The walkouts, according to the Associated Press, have greatly impacted how the hospitals operate, and numerous surgeries and treatments have had to be canceled. The government officials also stated that the nation needs more doctors in general to assist with South Korea’s rapidly aging population. 

South Korea’s current doctor-to-patient ratio is close to the lowest in the developed world, according to reports. The individuals striking, however, have claimed that universities won’t be able to handle the influx of new students should the government plan be implemented, and it would not resolve any of the medical staffing shortage issues especially in lower-paying sectors such as pediatrics and emergency departments. 

Vice Health Minister Park Min-soo stated during a televised briefing on Monday that the government won’t pursue any disciplinary action against the doctors that are striking as long as they return by Thursday.
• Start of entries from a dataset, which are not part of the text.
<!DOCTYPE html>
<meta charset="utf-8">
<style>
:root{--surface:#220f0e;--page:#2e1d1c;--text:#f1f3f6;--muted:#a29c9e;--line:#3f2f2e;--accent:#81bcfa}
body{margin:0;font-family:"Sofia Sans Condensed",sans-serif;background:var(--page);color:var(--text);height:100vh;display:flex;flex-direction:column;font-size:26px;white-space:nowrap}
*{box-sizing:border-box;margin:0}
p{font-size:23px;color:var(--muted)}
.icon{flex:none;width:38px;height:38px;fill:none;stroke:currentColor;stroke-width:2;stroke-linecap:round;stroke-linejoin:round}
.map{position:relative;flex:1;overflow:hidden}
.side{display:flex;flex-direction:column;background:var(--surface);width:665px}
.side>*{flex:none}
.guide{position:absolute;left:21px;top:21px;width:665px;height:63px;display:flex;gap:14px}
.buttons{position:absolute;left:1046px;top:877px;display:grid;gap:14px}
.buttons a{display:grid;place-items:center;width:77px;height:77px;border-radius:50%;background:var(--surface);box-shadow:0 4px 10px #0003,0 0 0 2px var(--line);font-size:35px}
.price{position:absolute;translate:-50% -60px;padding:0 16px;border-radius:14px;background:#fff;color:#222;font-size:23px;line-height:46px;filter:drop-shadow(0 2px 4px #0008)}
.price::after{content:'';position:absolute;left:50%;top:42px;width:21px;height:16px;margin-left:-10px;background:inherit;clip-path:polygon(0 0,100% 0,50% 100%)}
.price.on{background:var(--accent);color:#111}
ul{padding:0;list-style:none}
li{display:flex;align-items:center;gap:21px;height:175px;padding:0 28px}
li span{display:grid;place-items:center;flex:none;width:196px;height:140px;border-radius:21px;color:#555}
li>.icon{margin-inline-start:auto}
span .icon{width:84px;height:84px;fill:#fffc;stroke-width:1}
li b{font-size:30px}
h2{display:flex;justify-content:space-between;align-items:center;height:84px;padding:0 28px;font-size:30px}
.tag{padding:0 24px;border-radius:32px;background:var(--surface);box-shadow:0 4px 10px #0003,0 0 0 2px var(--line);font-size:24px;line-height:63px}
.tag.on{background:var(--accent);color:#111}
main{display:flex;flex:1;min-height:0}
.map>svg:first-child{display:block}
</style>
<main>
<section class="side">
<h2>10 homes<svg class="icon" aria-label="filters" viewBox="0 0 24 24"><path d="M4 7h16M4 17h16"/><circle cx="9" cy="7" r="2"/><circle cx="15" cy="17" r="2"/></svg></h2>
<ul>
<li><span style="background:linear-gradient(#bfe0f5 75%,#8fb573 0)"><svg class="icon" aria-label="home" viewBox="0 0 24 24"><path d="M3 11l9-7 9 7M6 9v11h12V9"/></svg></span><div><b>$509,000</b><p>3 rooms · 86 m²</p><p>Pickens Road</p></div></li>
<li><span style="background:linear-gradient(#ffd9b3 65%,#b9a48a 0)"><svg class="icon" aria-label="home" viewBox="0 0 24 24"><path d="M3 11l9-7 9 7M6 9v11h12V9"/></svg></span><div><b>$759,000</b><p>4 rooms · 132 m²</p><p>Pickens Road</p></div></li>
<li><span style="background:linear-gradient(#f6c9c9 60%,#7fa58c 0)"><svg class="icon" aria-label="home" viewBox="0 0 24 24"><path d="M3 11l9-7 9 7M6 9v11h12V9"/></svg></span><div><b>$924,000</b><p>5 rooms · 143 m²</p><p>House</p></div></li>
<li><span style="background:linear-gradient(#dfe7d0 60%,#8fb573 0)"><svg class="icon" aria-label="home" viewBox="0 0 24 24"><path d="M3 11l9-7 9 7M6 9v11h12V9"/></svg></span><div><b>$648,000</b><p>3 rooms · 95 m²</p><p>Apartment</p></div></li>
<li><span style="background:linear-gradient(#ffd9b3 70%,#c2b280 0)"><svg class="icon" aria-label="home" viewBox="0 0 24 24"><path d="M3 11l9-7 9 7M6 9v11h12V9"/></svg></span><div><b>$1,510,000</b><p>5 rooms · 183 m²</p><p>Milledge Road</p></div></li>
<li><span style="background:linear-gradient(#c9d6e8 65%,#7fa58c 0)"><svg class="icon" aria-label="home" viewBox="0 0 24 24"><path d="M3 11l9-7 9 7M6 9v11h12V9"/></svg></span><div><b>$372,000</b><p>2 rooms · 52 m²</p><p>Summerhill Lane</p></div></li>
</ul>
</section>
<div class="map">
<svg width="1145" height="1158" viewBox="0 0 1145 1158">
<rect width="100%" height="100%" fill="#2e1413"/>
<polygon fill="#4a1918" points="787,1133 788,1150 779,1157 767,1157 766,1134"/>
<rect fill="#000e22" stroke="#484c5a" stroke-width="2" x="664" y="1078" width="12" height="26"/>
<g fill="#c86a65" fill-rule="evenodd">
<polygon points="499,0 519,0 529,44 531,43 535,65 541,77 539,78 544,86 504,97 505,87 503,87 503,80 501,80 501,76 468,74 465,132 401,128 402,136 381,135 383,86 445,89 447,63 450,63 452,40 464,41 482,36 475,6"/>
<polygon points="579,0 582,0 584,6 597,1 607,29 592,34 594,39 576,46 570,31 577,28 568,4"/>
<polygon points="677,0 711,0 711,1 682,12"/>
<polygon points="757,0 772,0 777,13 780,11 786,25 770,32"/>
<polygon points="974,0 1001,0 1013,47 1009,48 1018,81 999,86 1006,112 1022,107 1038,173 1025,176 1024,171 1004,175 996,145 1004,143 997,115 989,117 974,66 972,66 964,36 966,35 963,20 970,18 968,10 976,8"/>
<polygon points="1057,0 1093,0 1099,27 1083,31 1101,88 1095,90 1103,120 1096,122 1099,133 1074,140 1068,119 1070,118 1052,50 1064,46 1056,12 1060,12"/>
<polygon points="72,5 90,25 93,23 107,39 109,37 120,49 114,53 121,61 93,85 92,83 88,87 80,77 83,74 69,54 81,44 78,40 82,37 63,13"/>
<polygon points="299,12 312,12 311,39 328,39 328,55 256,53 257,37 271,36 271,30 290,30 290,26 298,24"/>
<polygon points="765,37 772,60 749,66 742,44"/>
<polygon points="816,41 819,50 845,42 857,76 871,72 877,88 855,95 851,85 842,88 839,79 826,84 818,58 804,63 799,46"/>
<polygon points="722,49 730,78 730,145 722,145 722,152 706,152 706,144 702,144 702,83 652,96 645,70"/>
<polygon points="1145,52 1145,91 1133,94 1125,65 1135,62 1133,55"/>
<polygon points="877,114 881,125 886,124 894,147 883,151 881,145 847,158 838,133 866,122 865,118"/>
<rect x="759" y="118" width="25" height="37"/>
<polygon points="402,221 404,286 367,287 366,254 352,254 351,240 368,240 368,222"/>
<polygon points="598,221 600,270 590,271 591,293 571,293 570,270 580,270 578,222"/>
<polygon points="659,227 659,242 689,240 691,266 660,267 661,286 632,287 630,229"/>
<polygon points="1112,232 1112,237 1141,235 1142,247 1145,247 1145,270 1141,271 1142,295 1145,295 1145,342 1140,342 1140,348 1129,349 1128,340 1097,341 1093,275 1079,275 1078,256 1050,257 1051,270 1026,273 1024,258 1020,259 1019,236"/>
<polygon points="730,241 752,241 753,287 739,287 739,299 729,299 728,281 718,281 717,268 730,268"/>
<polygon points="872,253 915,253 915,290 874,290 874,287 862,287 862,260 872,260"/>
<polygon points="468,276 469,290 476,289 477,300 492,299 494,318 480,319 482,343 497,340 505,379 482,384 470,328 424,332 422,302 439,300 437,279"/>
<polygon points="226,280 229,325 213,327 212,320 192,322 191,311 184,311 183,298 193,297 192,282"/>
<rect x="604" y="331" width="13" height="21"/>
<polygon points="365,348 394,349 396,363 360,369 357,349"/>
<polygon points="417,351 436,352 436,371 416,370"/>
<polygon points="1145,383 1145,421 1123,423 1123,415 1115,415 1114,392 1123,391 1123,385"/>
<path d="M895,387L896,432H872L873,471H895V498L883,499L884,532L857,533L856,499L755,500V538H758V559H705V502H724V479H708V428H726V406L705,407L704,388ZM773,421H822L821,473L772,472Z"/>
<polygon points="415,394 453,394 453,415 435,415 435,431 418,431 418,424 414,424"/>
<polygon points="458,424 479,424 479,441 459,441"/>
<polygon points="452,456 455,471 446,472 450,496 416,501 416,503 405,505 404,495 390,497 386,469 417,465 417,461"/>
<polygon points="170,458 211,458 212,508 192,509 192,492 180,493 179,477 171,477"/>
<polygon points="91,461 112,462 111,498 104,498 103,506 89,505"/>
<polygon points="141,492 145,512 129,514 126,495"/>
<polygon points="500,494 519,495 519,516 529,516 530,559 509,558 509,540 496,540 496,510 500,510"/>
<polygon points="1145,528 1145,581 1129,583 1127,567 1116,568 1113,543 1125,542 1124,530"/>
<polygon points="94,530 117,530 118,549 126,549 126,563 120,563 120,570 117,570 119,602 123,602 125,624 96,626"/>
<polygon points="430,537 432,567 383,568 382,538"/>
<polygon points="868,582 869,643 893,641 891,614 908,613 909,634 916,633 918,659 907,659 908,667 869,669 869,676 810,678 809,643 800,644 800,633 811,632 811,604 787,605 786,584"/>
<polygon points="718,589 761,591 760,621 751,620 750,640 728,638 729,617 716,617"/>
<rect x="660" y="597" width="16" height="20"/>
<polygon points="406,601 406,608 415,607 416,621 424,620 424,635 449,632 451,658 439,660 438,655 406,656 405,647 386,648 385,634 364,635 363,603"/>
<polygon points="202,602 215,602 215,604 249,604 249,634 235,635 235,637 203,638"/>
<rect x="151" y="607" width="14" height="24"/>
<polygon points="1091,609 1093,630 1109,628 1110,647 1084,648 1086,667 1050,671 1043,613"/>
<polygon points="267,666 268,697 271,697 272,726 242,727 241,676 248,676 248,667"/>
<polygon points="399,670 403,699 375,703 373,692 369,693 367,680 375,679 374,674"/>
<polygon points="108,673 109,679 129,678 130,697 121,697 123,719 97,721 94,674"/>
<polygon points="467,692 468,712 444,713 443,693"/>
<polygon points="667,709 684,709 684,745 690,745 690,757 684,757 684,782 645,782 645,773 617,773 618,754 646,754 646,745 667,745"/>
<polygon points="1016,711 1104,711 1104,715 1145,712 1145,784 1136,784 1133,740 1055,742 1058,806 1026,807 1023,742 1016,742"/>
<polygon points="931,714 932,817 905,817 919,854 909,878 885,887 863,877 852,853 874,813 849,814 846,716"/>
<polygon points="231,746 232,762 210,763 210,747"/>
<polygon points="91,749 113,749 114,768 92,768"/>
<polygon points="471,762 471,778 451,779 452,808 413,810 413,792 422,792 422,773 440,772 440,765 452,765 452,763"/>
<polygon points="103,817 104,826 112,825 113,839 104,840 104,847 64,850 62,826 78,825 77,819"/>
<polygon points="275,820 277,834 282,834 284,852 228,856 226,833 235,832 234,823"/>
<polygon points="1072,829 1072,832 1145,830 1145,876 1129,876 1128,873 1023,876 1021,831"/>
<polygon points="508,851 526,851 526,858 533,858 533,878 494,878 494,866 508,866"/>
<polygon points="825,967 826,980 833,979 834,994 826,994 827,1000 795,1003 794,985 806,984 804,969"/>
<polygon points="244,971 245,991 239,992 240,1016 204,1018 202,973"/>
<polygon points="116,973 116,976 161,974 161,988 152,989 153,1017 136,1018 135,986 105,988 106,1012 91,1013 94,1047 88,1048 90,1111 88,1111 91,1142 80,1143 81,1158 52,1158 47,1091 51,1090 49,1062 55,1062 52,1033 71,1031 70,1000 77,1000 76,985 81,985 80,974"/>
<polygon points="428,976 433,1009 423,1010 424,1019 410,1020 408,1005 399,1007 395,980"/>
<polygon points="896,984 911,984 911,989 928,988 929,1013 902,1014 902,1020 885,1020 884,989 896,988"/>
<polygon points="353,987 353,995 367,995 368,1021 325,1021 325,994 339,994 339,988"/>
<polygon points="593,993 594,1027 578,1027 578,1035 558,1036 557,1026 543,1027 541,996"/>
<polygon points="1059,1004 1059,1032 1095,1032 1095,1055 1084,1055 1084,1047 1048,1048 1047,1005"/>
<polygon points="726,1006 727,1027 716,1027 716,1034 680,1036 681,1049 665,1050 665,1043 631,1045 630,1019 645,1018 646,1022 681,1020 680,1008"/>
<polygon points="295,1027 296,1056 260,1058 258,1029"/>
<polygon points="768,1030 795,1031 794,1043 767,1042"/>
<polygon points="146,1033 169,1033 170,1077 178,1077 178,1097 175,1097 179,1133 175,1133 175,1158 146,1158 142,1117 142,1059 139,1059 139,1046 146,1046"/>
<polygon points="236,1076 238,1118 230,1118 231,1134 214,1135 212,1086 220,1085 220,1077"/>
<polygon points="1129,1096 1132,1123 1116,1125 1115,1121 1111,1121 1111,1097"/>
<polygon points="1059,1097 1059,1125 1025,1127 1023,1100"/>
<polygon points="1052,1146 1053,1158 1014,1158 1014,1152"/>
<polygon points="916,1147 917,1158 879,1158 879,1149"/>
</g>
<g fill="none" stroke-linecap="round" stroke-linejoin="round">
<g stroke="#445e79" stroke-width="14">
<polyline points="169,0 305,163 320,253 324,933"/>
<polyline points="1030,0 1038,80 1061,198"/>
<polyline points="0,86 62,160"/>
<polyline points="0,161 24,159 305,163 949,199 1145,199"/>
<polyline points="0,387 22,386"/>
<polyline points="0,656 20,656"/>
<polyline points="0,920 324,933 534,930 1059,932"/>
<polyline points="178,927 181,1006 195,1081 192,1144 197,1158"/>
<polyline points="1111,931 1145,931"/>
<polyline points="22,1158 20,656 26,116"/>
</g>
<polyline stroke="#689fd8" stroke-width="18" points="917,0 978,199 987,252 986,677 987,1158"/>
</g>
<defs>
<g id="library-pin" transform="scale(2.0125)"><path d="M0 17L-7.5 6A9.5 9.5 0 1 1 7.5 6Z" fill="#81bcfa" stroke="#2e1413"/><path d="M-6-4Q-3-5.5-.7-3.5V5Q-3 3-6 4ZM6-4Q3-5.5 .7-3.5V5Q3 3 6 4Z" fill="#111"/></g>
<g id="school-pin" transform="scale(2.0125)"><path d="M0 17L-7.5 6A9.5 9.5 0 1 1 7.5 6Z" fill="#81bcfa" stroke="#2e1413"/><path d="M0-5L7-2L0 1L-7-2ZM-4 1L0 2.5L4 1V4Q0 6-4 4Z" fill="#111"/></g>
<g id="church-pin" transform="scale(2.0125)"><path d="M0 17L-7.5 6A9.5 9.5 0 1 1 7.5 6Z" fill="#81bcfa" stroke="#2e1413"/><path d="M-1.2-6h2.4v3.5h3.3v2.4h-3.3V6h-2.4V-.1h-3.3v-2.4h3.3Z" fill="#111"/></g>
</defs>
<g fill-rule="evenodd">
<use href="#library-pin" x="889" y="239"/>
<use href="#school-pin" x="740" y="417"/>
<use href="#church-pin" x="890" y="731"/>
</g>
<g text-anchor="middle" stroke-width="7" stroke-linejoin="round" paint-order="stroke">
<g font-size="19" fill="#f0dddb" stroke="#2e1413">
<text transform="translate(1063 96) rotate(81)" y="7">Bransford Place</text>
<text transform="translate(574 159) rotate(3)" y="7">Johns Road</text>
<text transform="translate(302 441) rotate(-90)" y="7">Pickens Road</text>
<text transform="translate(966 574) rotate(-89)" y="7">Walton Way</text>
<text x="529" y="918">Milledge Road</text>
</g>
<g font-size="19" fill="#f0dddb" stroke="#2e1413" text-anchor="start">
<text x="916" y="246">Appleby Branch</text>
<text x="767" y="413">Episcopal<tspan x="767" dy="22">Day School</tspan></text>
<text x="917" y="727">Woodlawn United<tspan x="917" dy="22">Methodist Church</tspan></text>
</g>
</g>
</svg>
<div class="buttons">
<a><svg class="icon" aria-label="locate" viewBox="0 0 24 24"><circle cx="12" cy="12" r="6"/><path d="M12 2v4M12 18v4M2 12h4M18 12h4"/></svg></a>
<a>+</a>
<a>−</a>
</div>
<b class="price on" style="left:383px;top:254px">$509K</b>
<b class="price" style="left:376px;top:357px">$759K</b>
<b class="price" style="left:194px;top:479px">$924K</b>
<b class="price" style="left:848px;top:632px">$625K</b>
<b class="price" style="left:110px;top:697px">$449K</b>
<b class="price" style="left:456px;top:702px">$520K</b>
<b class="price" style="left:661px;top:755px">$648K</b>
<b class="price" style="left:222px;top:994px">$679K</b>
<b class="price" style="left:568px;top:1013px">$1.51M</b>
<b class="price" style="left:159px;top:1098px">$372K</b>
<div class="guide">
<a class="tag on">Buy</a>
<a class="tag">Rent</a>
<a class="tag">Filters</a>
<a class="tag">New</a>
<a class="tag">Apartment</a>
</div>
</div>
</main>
“We want them to return to work by the end of this month, Feb. 29. If they return to the hospitals they had left by then, we won’t hold them responsible” for any damage caused by their walkouts. It’s not too late. Please, return to patients immediately.”

For the doctors who don’t comply by that deadline, they will be punished with a minimum three-month suspension of their medical licenses and could face further legal action. South Korea’s medical law states that the government can issue mandatory back-to-work orders to doctors and other medical personnel if they see “grave risks to public health,” according to reports.

Hyeondeok Choi is a partner with Daeryun, a law firm, which specializes in medical law. Choi stated that it’s “highly unlikely the government will suspend the licenses of all doctors on strike, as that would cause an enormous medical vacuum,” according to AP.

There are currently around 13,000 medical interns and residents in South Korea working throughout 100 hospitals. This bracket of junior doctors represents around 30% to 40% of total doctors at some major hospitals. The Korea Medical Association, which represents around 140,000 doctors, spoke to AP about the current strike.   

Embed from Getty Images

“[The Korea Medical Association] supports the striking doctors, but [it] hasn’t determined whether to join the trainee doctors’ walkouts.”

Embed from Getty Images

The specific government plan that the young doctors are striking against would allow universities to admit 2,000 more medical students starting next year. Currently, universities admit 3,058 medical students a year, and the government is hoping to add up to 10,000 doctors within the next decade.

The doctors on strike are worried that this increase in doctors would burden medical expenses, while a public survey showed that 80% of the South Koreans involved thought the plan was a good thing, according to AP.

Park Min-soo stated that South Korea’s medical services for emergency and critical patients remain stable while public medical facilities are increasing their hours.

Regardless, the staffing issues need to be fixed. AP reported that an elderly woman died last Friday after suffering a heart attack and being turned away from seven hospitals due to the fact that the facilities didn’t have enough medical staff working.